§ Task statement
Every line that contains "Fargo" must be located and copied from the data.

-- Supplied material follows --

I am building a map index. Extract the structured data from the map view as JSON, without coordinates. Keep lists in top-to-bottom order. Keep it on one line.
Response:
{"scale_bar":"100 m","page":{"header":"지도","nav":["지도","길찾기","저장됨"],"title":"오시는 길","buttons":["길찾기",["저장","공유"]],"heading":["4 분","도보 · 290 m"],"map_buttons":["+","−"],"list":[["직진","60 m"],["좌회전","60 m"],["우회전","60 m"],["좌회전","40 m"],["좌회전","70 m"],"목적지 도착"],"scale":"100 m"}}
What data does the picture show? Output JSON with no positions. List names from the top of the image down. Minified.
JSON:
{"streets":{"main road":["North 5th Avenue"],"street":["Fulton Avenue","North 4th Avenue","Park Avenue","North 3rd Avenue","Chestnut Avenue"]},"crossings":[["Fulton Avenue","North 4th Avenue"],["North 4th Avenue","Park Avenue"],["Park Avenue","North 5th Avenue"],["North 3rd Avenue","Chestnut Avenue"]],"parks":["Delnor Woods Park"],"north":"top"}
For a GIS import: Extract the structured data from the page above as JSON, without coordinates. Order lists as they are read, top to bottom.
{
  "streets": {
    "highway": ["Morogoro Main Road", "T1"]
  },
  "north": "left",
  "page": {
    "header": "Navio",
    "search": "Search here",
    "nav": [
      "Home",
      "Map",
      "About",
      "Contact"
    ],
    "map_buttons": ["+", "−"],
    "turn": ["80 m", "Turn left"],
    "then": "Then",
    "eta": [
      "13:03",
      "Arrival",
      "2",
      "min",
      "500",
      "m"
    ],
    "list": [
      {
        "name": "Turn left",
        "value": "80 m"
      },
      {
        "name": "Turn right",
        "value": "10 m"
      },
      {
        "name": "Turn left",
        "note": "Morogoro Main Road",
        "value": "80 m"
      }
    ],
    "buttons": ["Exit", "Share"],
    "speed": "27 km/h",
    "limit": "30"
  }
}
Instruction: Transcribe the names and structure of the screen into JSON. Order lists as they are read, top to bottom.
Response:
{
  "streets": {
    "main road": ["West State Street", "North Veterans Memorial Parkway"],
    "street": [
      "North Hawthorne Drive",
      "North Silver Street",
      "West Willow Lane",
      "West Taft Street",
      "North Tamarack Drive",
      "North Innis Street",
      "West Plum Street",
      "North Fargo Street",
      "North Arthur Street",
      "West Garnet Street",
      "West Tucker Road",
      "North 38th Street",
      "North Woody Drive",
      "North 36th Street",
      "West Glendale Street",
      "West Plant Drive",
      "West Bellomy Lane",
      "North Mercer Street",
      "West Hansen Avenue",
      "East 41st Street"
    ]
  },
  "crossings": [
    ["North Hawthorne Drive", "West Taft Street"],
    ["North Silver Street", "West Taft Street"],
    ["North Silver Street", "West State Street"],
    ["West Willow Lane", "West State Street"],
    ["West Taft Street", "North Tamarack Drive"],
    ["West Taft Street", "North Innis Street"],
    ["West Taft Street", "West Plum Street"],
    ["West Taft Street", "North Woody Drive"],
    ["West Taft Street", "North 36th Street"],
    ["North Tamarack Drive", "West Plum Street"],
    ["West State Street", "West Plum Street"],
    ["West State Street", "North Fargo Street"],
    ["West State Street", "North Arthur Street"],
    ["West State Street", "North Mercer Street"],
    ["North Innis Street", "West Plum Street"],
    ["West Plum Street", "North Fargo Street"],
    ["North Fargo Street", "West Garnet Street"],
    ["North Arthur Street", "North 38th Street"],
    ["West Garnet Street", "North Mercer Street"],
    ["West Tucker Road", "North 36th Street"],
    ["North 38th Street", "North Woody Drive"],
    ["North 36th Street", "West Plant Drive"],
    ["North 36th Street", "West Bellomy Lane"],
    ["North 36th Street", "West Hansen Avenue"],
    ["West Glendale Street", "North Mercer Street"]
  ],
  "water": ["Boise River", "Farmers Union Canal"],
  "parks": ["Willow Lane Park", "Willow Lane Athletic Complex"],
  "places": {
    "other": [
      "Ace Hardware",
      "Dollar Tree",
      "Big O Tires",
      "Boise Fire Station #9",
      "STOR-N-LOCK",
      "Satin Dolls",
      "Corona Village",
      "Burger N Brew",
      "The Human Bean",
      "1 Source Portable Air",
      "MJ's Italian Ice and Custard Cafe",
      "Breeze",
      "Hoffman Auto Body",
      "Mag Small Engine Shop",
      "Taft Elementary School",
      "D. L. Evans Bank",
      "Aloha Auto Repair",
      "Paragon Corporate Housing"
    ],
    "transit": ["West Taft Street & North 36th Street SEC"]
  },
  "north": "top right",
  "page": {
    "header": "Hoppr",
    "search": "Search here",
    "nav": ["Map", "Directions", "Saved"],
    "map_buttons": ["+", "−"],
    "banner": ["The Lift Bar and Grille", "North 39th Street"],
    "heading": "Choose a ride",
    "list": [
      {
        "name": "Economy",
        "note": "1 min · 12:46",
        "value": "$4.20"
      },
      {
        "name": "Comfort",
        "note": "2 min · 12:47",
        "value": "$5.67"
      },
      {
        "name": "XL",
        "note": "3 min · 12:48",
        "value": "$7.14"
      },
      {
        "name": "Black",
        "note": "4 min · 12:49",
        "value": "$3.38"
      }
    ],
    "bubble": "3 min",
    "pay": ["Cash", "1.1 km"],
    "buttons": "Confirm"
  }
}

-- Supplied material concluded --

§ Exercise answer
      "North Fargo Street",
    ["West State Street", "North Fargo Street"],
    ["West Plum Street", "North Fargo Street"],
    ["North Fargo Street", "West Garnet Street"],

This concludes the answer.